Being Frank Reuss’s son wasn’t without its advantages. Alan had lots of friends attracted by his father’s gregarious nature. All his football teammates loved the parties, the barbecues, at the Reuss farm on Memorial Day, Fourth of July, and at Christmas time. Daddy set the boy up with cheerleaders, but, man, those dates were embarrassing. Alan didn’t know what to do, what to say, how to act. He really had two sets of friends: the jocks with whom he sweated in the hot Carolina sun for hours each afternoon, and the kids who, like Alan, were academically gifted. Alan wrote sports for the school paper, and, as a senior, was elected president of the National Honor Society. He fell in love with the daughter of a professor at the local college. Chelsea Fowler wouldn’t have gone to a football game if it had been played in her front yard. She was into drama and played the female lead in most every school play. She fancied herself a bohemian who listened to Simon & Garfunkel, read Russian novels, and smoked cigarettes. They went out several times, but soon she gravitated toward Freddy Johnson, a kid who’d quit the football team, smoked cigarettes, too, and God knows what else he was into. Alan thought he was sorry, regardless of whether he could star opposite Chelsea in “Li’l Abner” or not. Alan watched that play bitterly from the wings. He was the stage manager.
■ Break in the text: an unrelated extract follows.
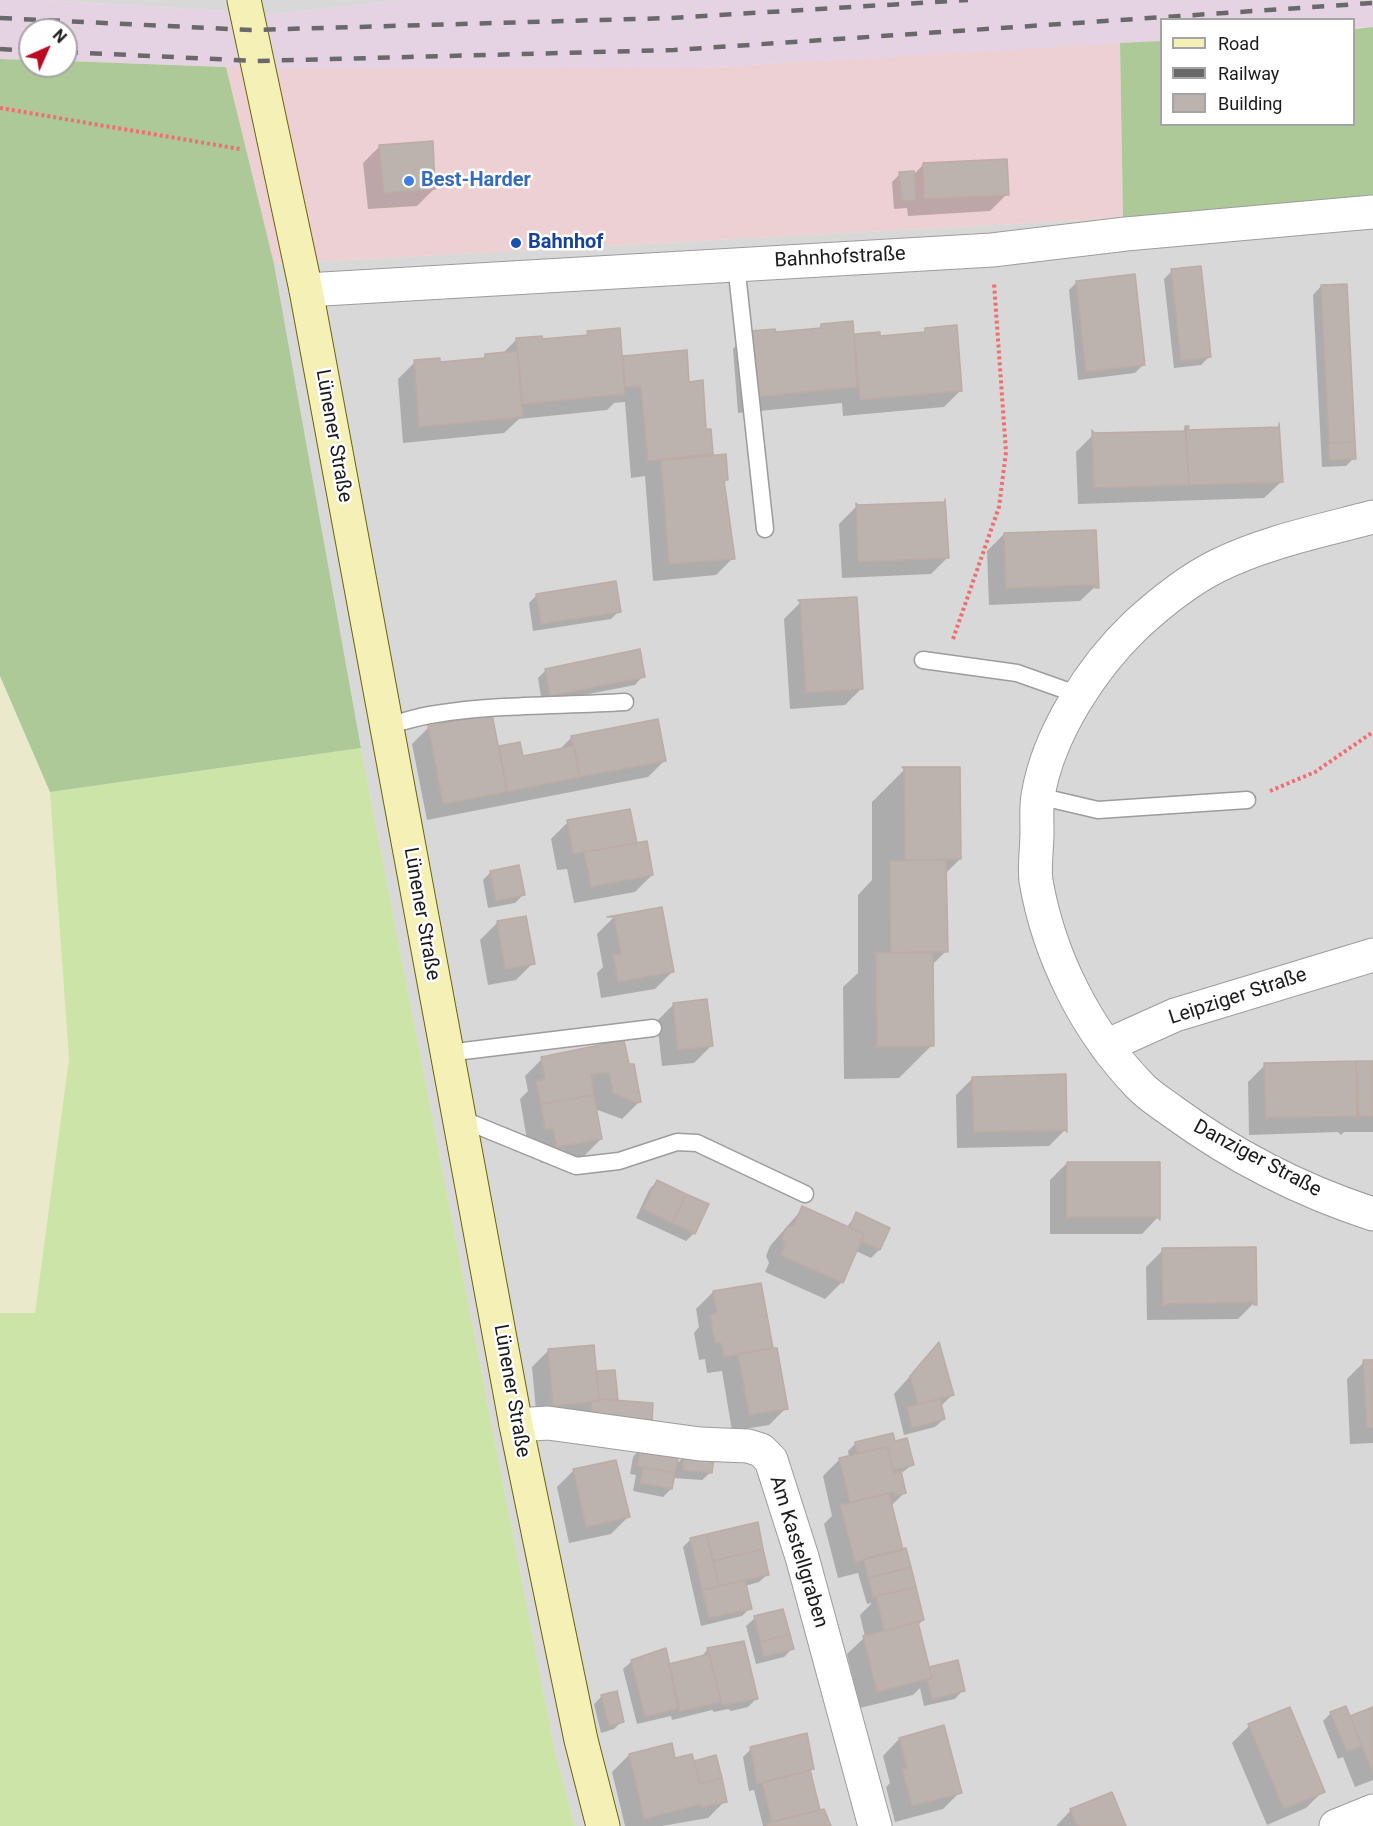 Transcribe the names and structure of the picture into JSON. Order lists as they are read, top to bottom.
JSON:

By the time his senior year rolled around, Alan and his father rarely talked because most of the time they did, they argued. He grew resentful. Of course, he did his duty, and the football team turned in a championship season. Playing in the offensive line gave Alan confidence, but he never really matured in the fashion of his teammates. He got so emotional and motivated sometimes that he couldn’t do anything right, but he wouldn’t give up, and as often as Coach yanked him out of games, he’d stick him right back in. The word on Alan was that he was better coming off the bench. Languishing on the sidelines seemed to settle him down.

When he got mad, he’d often blame his father, and when he did, his teammates always sided with the old man.

“Just shut the fuck up,” the quarterback, Jack Simms, told him. “Your daddy’s a great guy, man. You ought to learn how to appreciate him.”

“Oh, yeah,” Alan said. “Well, you ought to live with the son of a bitch.”